As a GameFAQs thread kindly explained to me, if I had sent Rebecca up with the hookshot instead, I would have access to both chemicals I needed to progress—without needing to hike all the way back to get the one. Most people never think to send Rebecca up with the hookshot because she’s a lot more vulnerable health-wise than Billy. But because Billy doesn’t have a mixing kit, I couldn’t even collect the chemical and send it over to Rebecca through the lift. I had no choice but to go back—unless I restarted and did that whole sequence over again.
Uuuuuuughhhhhhhhh.
Now, don’t get me wrong. Resident Evil 0 is fun—you shoot zombies, you fight all sorts of horrifying monsters who play dirty and you hate them (I’m looking at you, monkeys), and you get to watch some really cheesy cutscenes and solve random puzzles like a giant chess board that spews poisonous gas if you move the wrong piece—but I wasted so much of my time on inventory management that I would actually save the game just so I didn’t have to swap a dozen items back and forth through a lift all over again if I died.
Having the ability to drop and retrieve items (as opposed to global inventory box) isn’t so nice when you realize you have to cart those grenade rounds you plan on using later all the way from one area to another if you want to keep them close by, and having two characters with 12 item slots between them loses its appeal when you have to mix items for the other or carry around extra ammo that you can’t use just because you know the other character will need it, and they may run out completely otherwise. I’ve dragged Rebecca places that I didn’t want to for inventory reasons, and then when she got caught by a zombie, I had to stop and help her and waste ammo instead of running far away like a normal person would because if I didn’t, she’d stay there and get eaten, and then it would be game over for both of us. Vice versa for the other character. See? This shit is complicated.

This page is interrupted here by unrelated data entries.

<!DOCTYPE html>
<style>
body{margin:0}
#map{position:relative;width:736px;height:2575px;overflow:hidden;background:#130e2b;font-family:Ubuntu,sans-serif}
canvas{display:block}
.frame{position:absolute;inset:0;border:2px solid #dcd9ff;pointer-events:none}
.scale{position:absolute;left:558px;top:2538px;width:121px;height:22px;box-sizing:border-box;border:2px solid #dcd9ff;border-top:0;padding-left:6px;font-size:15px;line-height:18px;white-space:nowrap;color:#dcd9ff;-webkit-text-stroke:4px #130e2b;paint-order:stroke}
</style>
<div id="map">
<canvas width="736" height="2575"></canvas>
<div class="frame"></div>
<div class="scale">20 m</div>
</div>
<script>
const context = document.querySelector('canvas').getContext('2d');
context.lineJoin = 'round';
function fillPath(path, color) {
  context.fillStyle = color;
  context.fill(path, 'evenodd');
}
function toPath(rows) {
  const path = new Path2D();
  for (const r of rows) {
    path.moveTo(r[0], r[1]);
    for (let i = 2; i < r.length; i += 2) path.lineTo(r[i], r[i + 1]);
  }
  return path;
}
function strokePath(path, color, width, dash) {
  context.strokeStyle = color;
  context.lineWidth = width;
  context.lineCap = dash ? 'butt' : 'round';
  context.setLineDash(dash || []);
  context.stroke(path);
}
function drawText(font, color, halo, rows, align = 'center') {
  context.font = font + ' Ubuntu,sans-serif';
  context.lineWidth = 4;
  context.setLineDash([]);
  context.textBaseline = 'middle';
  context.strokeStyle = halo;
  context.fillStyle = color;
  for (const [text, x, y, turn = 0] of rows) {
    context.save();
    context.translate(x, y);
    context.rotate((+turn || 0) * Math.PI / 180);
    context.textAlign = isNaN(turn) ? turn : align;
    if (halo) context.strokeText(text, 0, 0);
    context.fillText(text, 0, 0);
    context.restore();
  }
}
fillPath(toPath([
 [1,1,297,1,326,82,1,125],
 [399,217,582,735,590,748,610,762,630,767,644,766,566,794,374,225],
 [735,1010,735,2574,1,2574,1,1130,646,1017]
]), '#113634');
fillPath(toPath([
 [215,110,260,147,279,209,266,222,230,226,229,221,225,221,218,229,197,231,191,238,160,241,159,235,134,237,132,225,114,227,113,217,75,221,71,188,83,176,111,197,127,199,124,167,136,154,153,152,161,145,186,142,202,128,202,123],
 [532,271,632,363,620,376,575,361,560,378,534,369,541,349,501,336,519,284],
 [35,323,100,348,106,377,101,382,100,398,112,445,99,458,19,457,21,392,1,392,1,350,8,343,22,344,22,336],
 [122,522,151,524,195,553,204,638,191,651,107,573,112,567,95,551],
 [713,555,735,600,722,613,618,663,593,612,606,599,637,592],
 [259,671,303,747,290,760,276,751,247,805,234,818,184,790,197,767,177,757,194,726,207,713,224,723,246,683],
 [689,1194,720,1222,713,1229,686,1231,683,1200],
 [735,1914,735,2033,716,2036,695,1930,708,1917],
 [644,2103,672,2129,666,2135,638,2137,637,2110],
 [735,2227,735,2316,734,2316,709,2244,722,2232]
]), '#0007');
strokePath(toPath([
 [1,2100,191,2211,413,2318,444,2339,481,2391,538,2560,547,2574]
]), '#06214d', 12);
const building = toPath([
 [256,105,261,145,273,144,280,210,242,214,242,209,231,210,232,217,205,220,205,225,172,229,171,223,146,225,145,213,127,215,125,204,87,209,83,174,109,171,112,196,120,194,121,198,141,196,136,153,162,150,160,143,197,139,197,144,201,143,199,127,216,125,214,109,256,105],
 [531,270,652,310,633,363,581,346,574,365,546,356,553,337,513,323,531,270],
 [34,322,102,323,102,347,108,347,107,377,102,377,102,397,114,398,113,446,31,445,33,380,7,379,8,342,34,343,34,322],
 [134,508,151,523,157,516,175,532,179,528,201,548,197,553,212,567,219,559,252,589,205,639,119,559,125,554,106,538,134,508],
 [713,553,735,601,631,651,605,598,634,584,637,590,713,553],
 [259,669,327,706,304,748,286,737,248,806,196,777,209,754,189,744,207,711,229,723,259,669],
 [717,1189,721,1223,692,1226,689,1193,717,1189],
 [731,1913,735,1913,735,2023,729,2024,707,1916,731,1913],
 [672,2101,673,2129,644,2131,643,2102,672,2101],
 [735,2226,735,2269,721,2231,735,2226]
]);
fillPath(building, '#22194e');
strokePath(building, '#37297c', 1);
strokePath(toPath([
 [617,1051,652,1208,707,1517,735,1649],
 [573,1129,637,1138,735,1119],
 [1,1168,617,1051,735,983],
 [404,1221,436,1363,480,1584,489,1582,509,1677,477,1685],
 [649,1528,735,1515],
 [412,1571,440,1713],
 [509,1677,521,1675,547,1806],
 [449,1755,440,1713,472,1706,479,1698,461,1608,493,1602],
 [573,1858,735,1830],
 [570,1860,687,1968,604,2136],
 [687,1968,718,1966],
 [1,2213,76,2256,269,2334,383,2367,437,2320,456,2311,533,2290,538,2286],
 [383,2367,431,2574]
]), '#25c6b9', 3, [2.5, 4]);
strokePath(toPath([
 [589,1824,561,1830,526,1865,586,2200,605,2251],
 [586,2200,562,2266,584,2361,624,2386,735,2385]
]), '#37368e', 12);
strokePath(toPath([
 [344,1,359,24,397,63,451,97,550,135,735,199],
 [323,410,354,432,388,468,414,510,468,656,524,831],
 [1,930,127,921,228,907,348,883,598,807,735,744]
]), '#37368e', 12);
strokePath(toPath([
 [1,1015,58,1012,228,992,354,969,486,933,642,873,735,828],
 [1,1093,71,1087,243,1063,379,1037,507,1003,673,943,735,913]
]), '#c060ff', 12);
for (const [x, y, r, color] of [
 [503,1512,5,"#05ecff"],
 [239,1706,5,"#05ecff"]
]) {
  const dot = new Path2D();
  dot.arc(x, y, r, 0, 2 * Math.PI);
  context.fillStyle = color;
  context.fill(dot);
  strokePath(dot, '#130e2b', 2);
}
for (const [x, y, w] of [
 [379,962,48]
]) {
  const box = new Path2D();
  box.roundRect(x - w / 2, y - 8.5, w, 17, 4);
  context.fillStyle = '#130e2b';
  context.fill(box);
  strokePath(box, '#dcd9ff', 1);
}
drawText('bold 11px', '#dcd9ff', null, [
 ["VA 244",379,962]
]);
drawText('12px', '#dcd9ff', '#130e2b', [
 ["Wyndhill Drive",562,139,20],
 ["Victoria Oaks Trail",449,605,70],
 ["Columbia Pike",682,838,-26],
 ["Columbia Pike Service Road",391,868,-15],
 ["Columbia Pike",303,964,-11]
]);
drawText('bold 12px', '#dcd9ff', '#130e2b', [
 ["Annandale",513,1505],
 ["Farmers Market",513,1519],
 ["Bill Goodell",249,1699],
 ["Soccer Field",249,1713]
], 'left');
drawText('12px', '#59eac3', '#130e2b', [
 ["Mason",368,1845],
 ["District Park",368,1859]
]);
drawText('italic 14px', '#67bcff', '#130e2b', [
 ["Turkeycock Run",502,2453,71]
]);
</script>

Okay, so Resident Evil 0 is quirky. I can live with that. I banged my head against the wall and sorted my inventory for 10 minutes every half an hour like a good little zombie-killer. I had fun putting rabid monkeys in their place. I squashed a lot of leeches and bugs (this game loves insects).
The remastered version even adds Wesker Mode, which gives Rebecca a ridiculous “evil” outfit and glowing red eyes and allows you to play as Wesker instead of Billy. (Wesker can “Shadow Dash” and “Death Stare” enemies.) And you can also play Leech Hunter, an unlockable extra where you run around the mansion trying to collect as many blue and green leech charms as you can without dying.
My biggest disappointment has to do with the co-op. If I really want a remastered version of Resident Evil 0, I want a modernized version of Resident Evil 0—one that doesn’t kill its quirks but at least gives me the option to play local co-op with another real human being, because that would really mix things up.
And at least then, I would only have to do half the inventory management.
Resident Evil 0 is available for PlayStation 4, Xbox One, PlayStation 3, Xbox 360, and PC. The publisher provided a review code for the purposes of this review.